YOUR OBJECTIVE =
From the entries that follow, copy each line in which "Mainland" appears.

RECORDED DATA =
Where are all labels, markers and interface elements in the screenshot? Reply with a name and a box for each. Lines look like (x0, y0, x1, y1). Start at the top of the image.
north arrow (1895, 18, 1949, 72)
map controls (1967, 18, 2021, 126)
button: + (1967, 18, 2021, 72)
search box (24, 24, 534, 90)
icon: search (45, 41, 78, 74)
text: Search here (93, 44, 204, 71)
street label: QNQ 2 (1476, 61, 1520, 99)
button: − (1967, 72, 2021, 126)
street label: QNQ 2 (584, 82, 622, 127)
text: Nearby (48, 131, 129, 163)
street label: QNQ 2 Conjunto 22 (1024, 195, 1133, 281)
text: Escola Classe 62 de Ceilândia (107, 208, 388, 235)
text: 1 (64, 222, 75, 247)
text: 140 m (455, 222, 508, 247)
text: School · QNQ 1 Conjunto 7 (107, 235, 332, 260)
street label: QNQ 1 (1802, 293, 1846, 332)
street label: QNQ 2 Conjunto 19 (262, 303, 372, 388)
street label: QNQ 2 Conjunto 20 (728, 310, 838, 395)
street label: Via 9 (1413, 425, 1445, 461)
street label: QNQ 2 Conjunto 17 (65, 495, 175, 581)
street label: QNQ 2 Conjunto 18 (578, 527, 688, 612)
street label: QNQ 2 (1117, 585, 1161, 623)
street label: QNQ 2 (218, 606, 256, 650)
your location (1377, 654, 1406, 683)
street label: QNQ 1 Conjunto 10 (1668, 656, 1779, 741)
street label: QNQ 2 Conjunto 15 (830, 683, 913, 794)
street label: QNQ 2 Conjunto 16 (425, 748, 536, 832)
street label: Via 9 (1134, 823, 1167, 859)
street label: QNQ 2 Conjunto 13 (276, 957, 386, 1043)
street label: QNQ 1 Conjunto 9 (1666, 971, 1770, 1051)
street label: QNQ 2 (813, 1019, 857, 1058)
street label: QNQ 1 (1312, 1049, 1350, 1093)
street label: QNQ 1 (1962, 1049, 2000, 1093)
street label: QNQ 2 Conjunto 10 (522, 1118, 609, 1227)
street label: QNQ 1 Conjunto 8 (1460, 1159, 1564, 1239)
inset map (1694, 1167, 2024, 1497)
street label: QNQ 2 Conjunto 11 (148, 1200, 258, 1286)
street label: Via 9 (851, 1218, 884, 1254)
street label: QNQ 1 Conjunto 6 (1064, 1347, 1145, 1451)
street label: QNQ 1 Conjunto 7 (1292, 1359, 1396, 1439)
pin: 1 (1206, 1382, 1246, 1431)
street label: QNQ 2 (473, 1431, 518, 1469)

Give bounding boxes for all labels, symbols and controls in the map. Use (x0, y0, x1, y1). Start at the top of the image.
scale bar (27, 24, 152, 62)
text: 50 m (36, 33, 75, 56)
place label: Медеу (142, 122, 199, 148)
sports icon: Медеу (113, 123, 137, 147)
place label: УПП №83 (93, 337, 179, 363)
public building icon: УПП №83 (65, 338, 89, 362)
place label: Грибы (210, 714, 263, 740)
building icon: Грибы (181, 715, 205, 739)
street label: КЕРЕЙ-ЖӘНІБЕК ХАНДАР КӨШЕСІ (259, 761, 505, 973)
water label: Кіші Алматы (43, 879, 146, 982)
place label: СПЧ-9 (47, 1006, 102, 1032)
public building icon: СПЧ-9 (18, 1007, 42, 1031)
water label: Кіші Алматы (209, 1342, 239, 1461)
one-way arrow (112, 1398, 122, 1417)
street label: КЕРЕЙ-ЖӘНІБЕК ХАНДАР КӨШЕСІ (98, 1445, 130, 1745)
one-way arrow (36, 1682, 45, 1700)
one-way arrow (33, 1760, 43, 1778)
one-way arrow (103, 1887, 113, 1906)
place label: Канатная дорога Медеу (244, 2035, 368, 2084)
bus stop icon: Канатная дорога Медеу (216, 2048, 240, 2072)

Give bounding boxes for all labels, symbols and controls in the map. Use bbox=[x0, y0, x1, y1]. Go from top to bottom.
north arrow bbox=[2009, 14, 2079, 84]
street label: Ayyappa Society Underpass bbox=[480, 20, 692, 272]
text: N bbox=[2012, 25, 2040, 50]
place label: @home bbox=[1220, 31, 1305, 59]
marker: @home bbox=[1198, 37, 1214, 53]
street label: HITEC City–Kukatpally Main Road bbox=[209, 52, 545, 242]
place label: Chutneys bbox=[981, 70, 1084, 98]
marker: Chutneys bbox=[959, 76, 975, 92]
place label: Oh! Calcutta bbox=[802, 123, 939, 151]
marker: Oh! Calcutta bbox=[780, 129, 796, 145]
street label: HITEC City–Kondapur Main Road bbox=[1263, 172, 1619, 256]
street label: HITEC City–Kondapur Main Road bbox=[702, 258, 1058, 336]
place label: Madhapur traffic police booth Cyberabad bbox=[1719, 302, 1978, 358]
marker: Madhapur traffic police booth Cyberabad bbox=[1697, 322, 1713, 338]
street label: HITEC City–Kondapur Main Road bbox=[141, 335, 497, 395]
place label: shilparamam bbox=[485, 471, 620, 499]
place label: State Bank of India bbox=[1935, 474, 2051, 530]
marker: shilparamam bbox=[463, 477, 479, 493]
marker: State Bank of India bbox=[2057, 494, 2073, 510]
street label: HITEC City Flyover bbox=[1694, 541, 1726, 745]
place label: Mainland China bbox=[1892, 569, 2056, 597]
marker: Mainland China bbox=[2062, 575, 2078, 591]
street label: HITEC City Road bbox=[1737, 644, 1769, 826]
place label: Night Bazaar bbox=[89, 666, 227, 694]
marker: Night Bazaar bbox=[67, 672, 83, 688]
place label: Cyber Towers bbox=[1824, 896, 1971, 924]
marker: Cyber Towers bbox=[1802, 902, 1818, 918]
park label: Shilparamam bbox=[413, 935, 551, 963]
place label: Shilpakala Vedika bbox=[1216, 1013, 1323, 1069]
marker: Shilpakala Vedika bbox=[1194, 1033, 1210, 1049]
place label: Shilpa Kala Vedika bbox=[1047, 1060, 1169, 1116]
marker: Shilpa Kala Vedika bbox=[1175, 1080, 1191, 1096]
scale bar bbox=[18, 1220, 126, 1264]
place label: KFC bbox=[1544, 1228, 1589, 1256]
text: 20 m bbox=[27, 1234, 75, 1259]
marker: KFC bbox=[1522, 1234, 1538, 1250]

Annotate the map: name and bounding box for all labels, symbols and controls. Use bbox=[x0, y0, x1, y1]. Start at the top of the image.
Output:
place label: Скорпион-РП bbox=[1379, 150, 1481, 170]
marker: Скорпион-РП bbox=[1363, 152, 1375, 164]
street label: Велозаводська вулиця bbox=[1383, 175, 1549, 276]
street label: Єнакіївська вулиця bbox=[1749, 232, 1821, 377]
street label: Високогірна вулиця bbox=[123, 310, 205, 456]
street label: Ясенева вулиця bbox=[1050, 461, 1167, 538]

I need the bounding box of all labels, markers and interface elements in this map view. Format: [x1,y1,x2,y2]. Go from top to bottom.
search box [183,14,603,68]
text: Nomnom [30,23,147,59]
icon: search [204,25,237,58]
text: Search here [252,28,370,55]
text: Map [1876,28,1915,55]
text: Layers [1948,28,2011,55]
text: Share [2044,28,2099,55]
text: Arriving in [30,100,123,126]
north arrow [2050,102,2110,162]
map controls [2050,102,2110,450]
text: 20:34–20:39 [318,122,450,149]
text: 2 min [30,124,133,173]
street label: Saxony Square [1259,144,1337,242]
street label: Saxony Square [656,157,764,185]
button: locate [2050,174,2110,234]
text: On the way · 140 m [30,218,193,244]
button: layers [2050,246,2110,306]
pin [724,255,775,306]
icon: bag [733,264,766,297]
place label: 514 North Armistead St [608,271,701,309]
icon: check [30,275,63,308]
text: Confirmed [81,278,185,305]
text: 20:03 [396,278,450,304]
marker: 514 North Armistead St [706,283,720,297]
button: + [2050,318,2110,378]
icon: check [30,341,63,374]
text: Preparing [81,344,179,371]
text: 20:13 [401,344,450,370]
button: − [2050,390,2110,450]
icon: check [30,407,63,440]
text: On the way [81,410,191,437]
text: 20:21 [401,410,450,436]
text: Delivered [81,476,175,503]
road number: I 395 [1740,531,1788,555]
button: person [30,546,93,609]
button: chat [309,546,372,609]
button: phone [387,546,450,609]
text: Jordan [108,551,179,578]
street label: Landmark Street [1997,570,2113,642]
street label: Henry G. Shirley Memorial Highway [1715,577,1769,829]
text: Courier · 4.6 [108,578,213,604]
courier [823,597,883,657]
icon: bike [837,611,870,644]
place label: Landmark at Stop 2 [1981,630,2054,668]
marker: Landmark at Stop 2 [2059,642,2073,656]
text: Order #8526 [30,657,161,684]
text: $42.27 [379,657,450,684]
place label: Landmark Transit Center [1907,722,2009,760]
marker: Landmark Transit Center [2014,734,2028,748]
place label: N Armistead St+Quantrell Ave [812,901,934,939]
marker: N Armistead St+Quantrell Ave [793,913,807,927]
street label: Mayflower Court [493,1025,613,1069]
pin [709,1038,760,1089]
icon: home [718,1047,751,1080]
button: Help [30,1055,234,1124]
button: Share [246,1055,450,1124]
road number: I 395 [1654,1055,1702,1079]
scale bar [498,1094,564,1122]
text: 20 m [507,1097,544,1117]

RESPONSE BOX =
place label: Mainland China bbox=[1892, 569, 2056, 597]
marker: Mainland China bbox=[2062, 575, 2078, 591]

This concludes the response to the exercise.